Computers and me? We go back a long way. I’ve been ‘doing’ computers since I was 12. Not professionally, but I’ve been looking at a screen with text on it, and typing stuff at keyboards, and using mice (yes, I bought a mouse for my Speccy), for nearly 20 years. Every day that I have been employed, my job has been about computing, not just using them to get something done, but doing computing, a job about computers.

I’m comfortable with computers. I think we know why.

CD Changers

So, we were in Meadowhall doing our Christmas Shopping, and we found one of the Sony 300 CD Changers in the Sony Store. So we bought it. Even though we bought an 80GB hard disk and a CD a week ago to making ripping our CD’s easier, and then ripped all of them. So now we need to put them all into the changer and think about entering 15 character descriptions for them all! And it’s HUGE!

CD Player

I wanted this 300 CD Changer from Sony, but it appears to have been discontinued. Which is a shame. They do a 400 CD one, but it’s £100-200 more, although it does play MP3’s.

So we’ve looked at some 5 tray ones, but at £40 less than the 300 CD changer was going to be, we feel shortchanged.

In the meantime, because our CD player isn’t working properly, we’ve been playing MP3’s. And it’s not bad.

So, I’ve got this Linux box running Debian. PII-400 which holds together our mail, news, web stuff here. And it’s got a 40 Speed CD ROM in it, and a reasonable sound card. A plan is hatched, convert it into a CD Jukebox so that we don’t need a new cd player.

Quick check on freshmeat and I have some candidates for web-controllable jukebox software.

Got home, whacked a CD into the drive, lots of clicking but no action. So, cd drive is dead. Ack! Spend an hour convincing myself of this fact by trying lots of things, including moving the drive from slave to master, etc. Also, since it’s Linux and I can’t remember when I last played anything in the cd drive, I play with modules and configs for a bit. No joy.

Luckily I have spares, drag out a 24 speed drive, rip the linux box apart, whack in the new drive, test out some CD’s, looks fine. Bundle the thing back together, take the time to do a bit of recabling I’ve been meaning to do for ages, and stick it back onto the shelf.
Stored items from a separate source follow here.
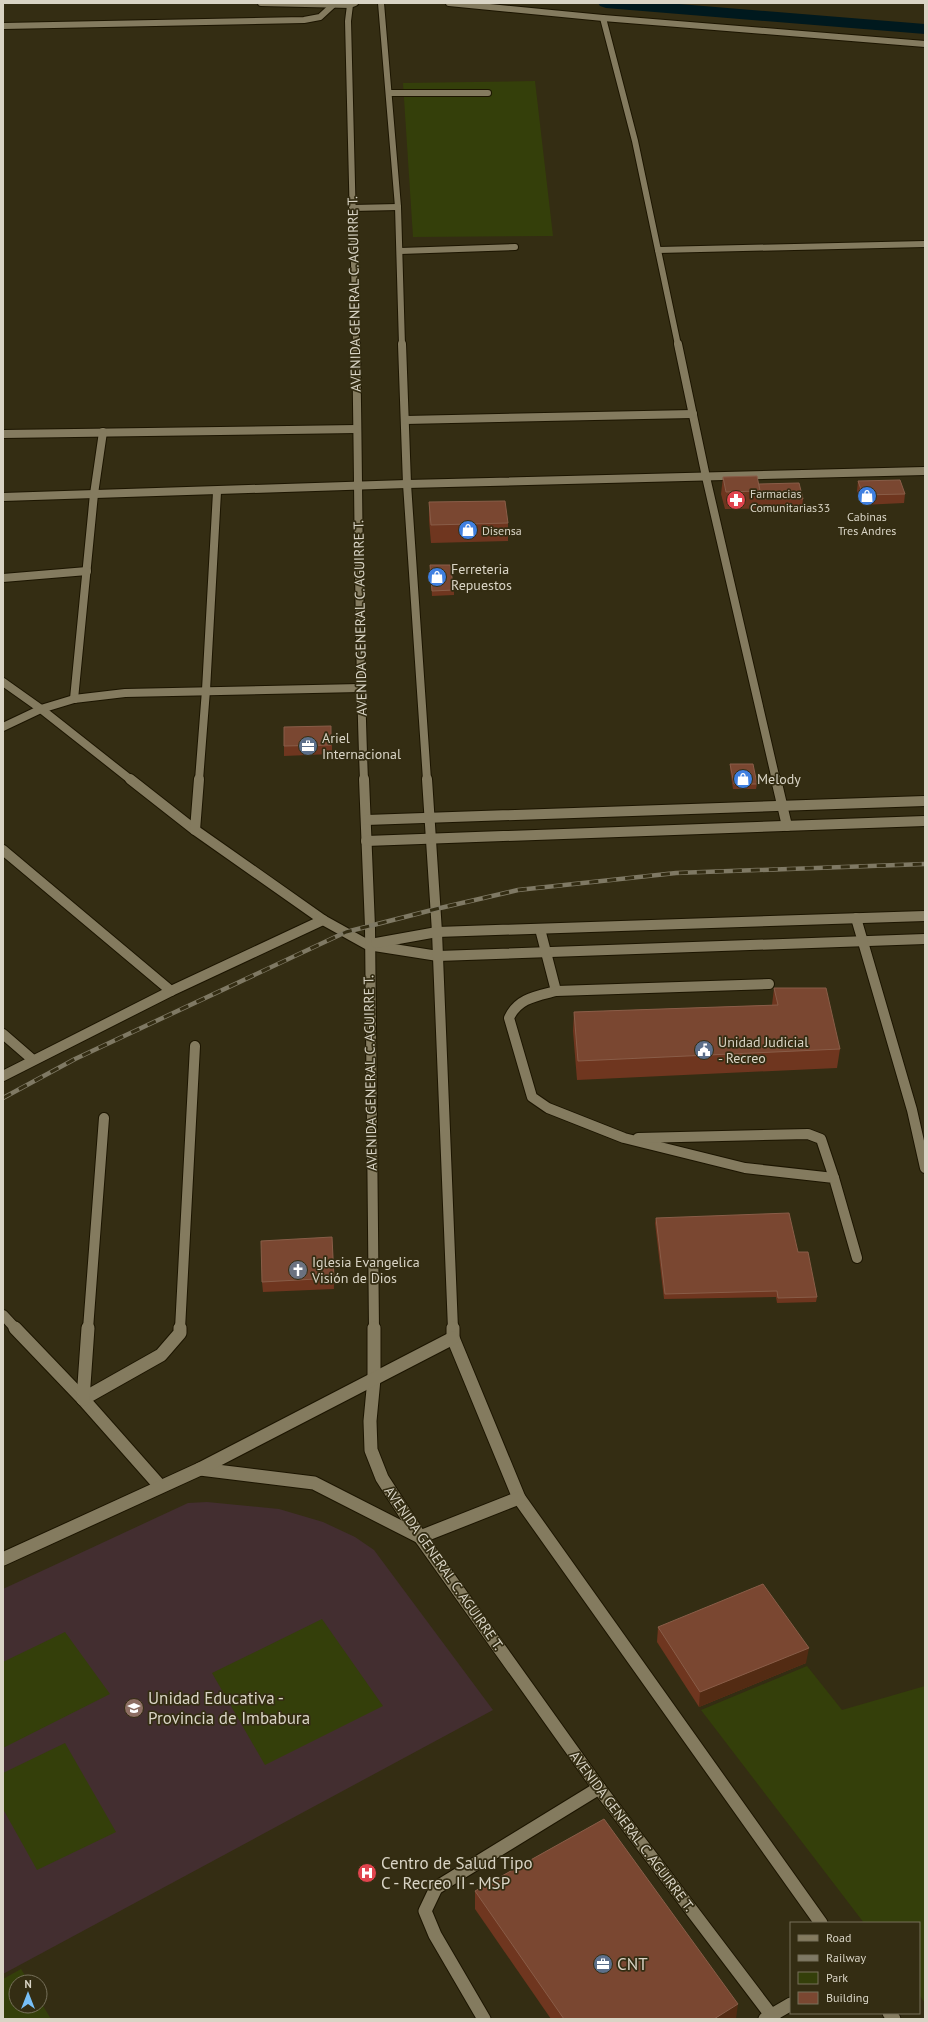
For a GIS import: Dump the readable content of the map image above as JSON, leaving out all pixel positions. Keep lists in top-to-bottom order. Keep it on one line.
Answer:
{"streets":{"street":["AVENIDA GENERAL C. AGUIRRE T."]},"places":{"shop":["Cabinas Tres Andres","Disensa","Ferreteria Repuestos","Melody"],"pharmacy":["Farmacias Comunitarias33"],"office":["Ariel Internacional","CNT"],"public building":["Unidad Judicial - Recreo"],"church":["Iglesia Evangelica Visión de Dios"],"school or university":["Unidad Educativa - Provincia de Imbabura"],"hospital":["Centro de Salud Tipo C - Recreo II - MSP"]},"legend":["Road","Railway","Park","Building"],"north":"top"}
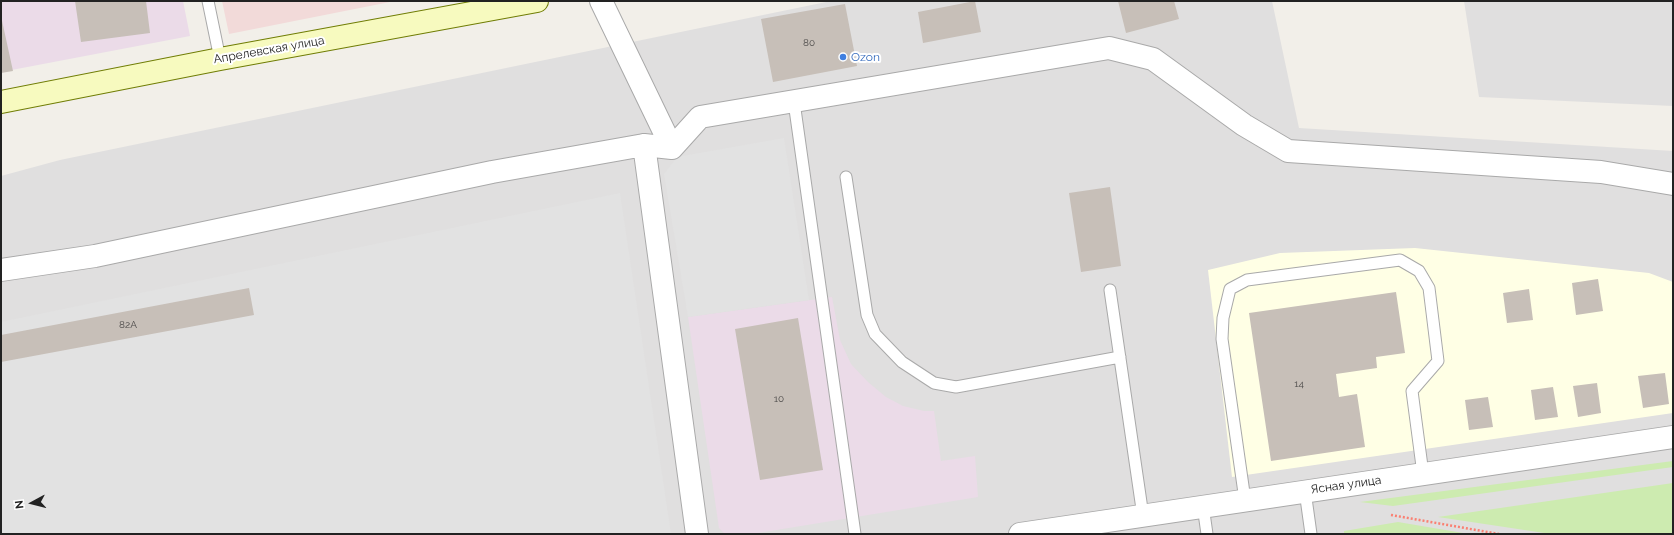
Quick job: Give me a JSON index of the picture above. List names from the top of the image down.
{
  "streets": {
    "street": ["Апрелевская улица", "Ясная улица"]
  },
  "places": ["Ozon"],
  "house_numbers": [
    "80",
    "82А",
    "14",
    "10"
  ],
  "north": "left"
}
Then it’s a software hunt. Debian has jack (manager), cdparanoia (cd ripper) and mpg321 (player) available as packages. I found a debian package of bladeenc knocking around (encoder), and I’ve downloaded gronk (jukebox type web app). Currently ripping our copy of Puddle of Mud’s album.
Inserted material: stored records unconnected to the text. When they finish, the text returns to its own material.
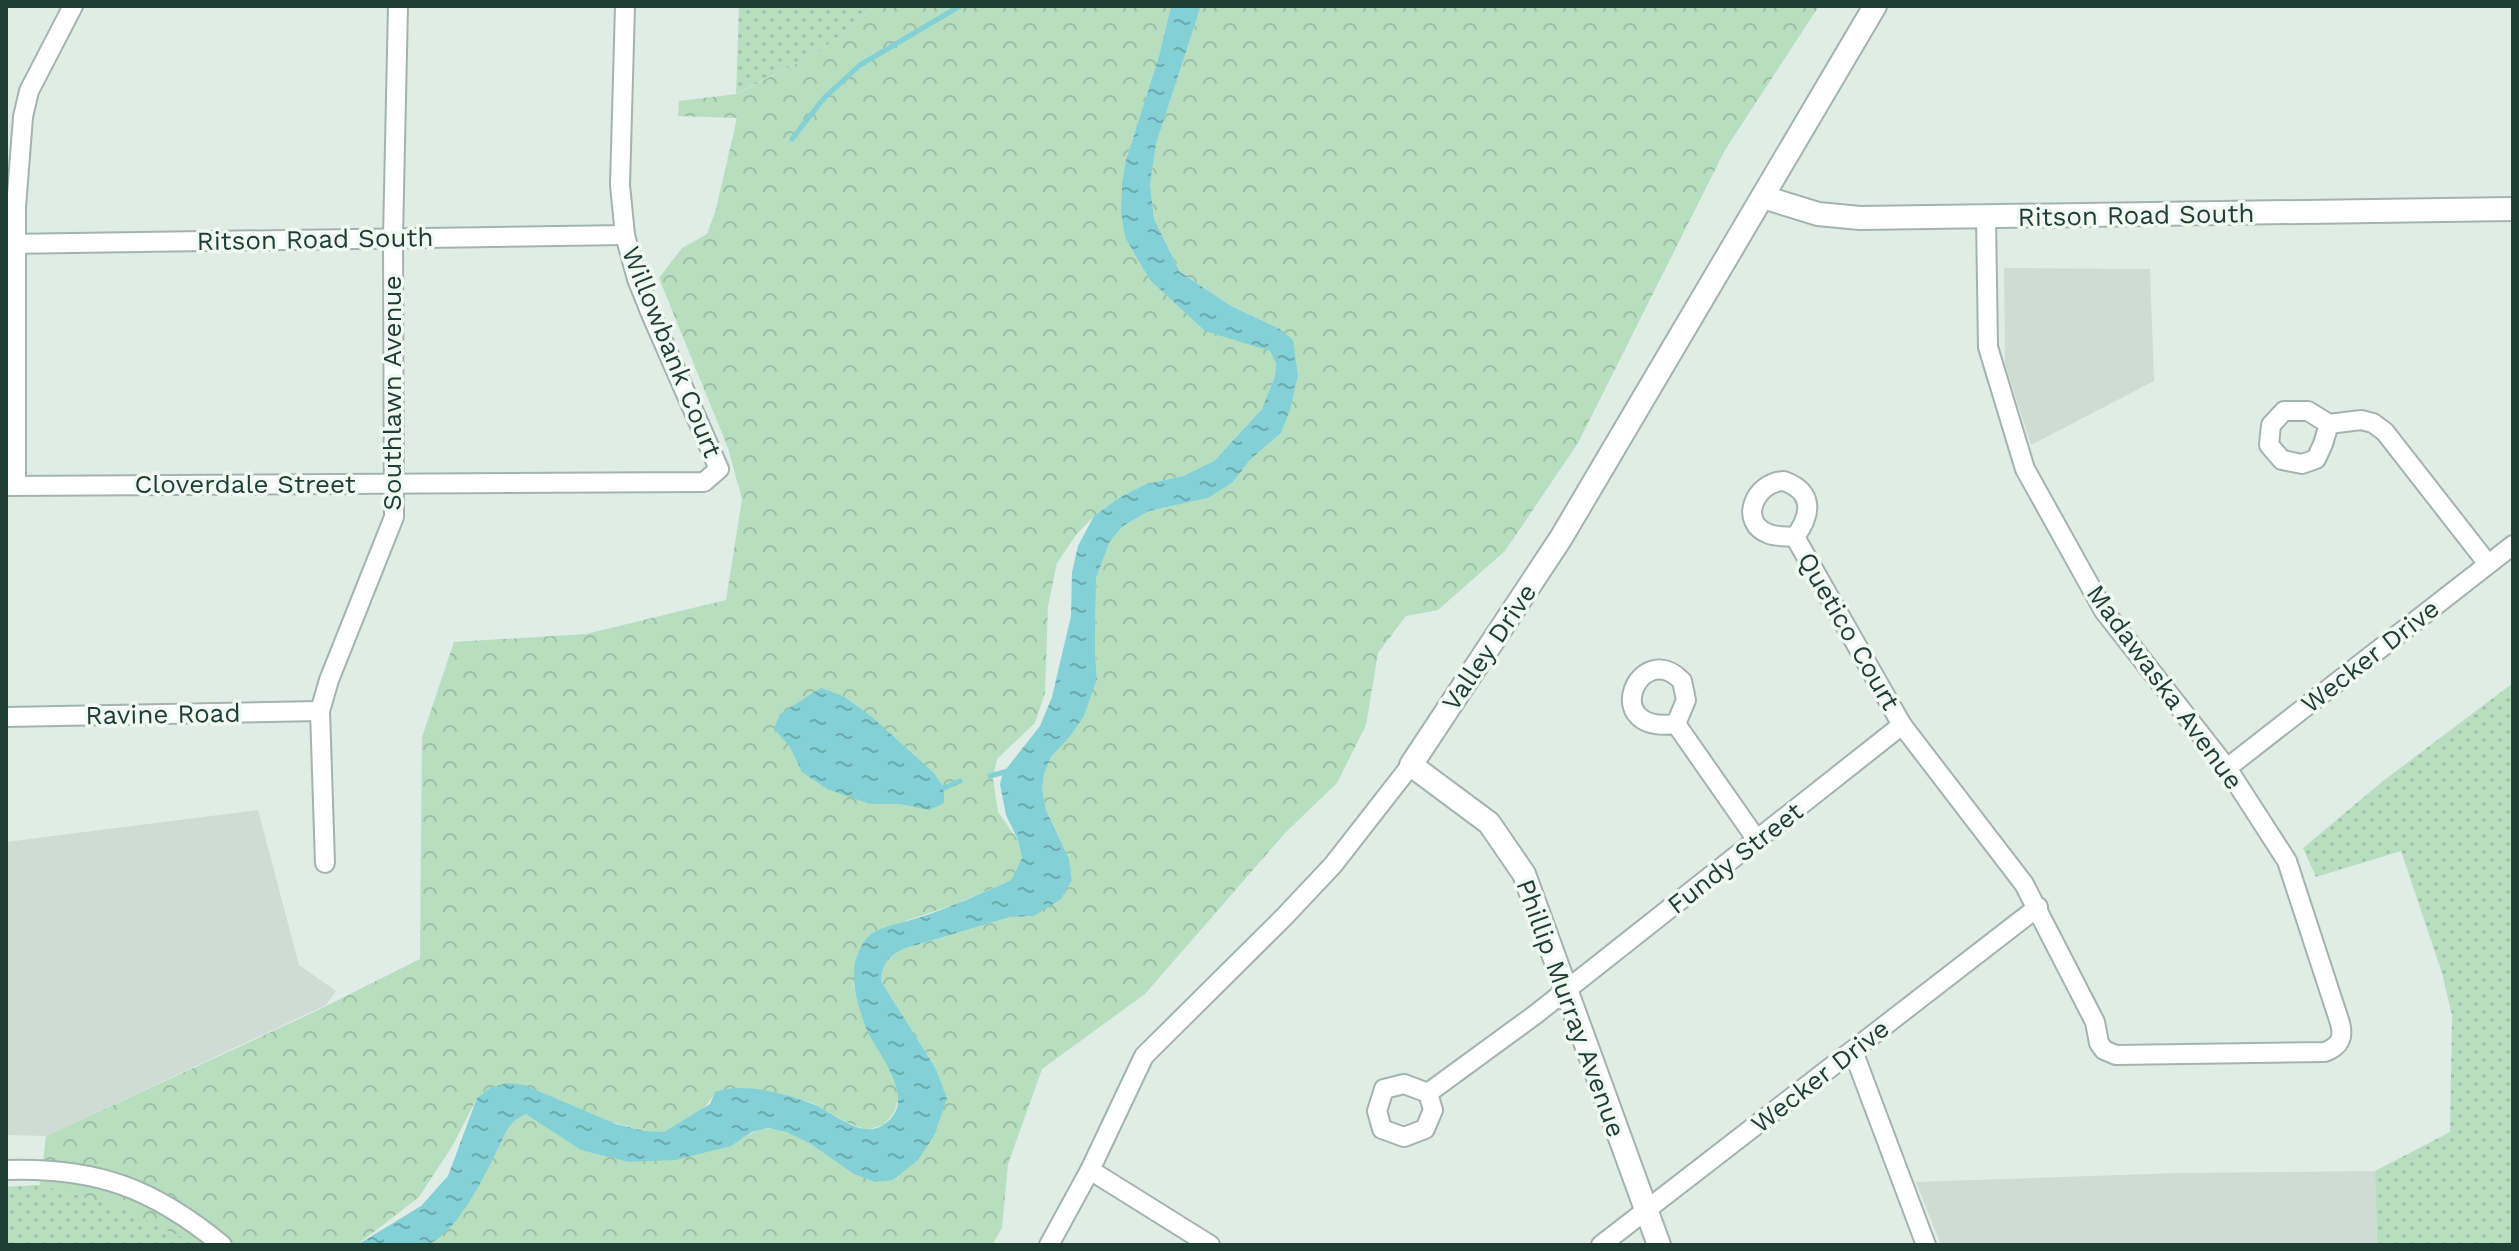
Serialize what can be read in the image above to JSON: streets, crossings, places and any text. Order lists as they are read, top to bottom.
{
  "streets": {
    "street": [
      "Ritson Road South",
      "Willowbank Court",
      "Southlawn Avenue",
      "Cloverdale Street",
      "Quetico Court",
      "Valley Drive",
      "Wecker Drive",
      "Madawaska Avenue",
      "Ravine Road",
      "Fundy Street",
      "Phillip Murray Avenue"
    ]
  },
  "crossings": [
    ["Ritson Road South", "Willowbank Court"],
    ["Ritson Road South", "Southlawn Avenue"],
    ["Ritson Road South", "Valley Drive"],
    ["Ritson Road South", "Madawaska Avenue"],
    ["Willowbank Court", "Cloverdale Street"],
    ["Southlawn Avenue", "Cloverdale Street"],
    ["Southlawn Avenue", "Ravine Road"],
    ["Quetico Court", "Wecker Drive"],
    ["Quetico Court", "Madawaska Avenue"],
    ["Quetico Court", "Fundy Street"],
    ["Valley Drive", "Phillip Murray Avenue"],
    ["Wecker Drive", "Madawaska Avenue"],
    ["Wecker Drive", "Phillip Murray Avenue"],
    ["Fundy Street", "Phillip Murray Avenue"]
  ]
}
Haven’t got the jukebox stuff in yet.

So, need to install that software, or choose another one, and then consider relocating the speakers and amp.

IBM

So, it’s signed, it’s a done deal. As of November 1st I work for IBM, and not my present employer anymore. All change is scary, but I’m pretty ok with this at the moment.

Haze

So I’ve wandered out of my Everquest induced haze. Being offline for three weeks while moving house and waiting for ADSL has sort of made me go Everquest cold turkey. And while I’ve played a couple of times since getting connected, I don’t feel obliged/the need to play all the time, so I’m doing more and more of the ‘net stuff I used to. Hence this diary entry.

New house is nice, much nicer than the old place. Feels more like a home already.

Spending most of today writing procmail scripts to bin the latest virus/worm/e-mail infection, looks pretty virulent, had a few hundred in a short period (few hours). Probably because the e-mail looks pretty legit and convincing.

Thinking of a revamp for the web pages, perhaps changing to a new domain to move away from my spam-filled darkstorm.co.uk e-mail addresses, or perhaps just moving more stuff to the darkstorm.co.uk site, dunno yet.

Tired?

Tried sleeping at 11pm, didn’t work, too many distractions. Why do people feel it’s ok to shout at each other, rev their car engines and beep their horns at 11pm?

So here I am, playing EQ at midnight.